Or there were some times the projects were just like doing too much at one time.
You had a fund one, it was very successful, but I'm sure you may.
So, so tell me about some of the learnings from fund one and how you applied that to
fund two.
Yeah, the biggest lessons from fund one, I'd say that there's one thing that we did really right,
and there's one thing that we would change for Fund2.
The thing that we did really right was
we were not afraid to act with conviction
in ideas that were very unpopular
or invest at times when others were really not deploying.
And so there are a handful of feces and companies
that we got excited about that just couldn't raise. And we thought we really had conviction.
And we did it. And we were not just early and contrarian, but we were right.
We also invested during time periods where the market was silent.
Company and fund one that I think is going to be one of our fund returners.
We wired capital to the founder the week after FTX collapsed. And, you know,
other founders in the space were like, no one's doing anything. Like deals are getting pulled, we're at a standstill. And we were
like, we believe in what you're building. We think you're building something generational
in DeFi. And of course we want to back you. So we feel really good about just acting with
conviction and doing it right. What we would change on this front to double down on it
though, is there were times in fund one where we backed something
and we had conviction, but it wasn't happening and it wasn't moving as fast as we thought
it was.
We kind of questioned that conviction.
What we actually should do in those times is double down and say, okay, if we're right,
we should probably put more chips into this company.

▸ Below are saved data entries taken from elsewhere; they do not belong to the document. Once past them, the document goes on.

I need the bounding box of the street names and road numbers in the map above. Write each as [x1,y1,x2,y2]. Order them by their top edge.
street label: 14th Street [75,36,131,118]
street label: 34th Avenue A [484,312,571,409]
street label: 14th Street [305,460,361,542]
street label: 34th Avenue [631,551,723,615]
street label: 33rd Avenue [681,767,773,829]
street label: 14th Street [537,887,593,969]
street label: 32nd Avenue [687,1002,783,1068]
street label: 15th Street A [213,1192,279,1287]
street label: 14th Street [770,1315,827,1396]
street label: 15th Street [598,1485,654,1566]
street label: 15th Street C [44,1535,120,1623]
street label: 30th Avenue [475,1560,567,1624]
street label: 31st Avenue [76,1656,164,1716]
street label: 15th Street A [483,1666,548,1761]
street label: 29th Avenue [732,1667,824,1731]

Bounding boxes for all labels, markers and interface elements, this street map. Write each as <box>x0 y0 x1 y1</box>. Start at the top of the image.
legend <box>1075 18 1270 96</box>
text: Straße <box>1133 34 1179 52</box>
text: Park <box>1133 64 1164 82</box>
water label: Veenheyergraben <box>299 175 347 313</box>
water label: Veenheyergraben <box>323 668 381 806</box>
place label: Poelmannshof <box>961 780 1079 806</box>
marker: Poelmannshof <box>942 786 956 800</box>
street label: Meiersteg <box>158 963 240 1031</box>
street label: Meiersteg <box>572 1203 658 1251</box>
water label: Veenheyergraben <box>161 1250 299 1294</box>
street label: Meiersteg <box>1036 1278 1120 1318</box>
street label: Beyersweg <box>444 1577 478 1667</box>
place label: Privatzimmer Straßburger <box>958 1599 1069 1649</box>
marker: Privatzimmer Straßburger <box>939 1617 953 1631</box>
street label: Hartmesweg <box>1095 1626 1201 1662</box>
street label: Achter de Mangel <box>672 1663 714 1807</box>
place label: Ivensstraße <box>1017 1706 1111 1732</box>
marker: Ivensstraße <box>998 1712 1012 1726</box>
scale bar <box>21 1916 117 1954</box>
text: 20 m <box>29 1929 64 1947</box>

And so there are, you know, call it three or four companies in fund one that this applies
to where I looked at the market and I looked at them, for instance, struggling to raise the next round.
And I said, this is weird.
Like, I'm pretty certain that we're right on this.
Nothing's changed on the thesis,
but the market's not getting it.
We had a really interesting opportunity
where we could have doubled down
at not a material step up on valuation
and really increased our ownership.
No, these companies will still return the fund, I think,
with where they're trading,
but you'd really inflict the math.
And so then that raises the question of how do we get around that? Which
is where we wanted to carve out more capital in fund two. So when we jumped from 40 to 80, part
of that was so that we could double down on our winners. And we've actually doubled down on two
companies already in fund two. We led follow-on rounds into them. We're very excited about both
of them and we feel good to have that capability.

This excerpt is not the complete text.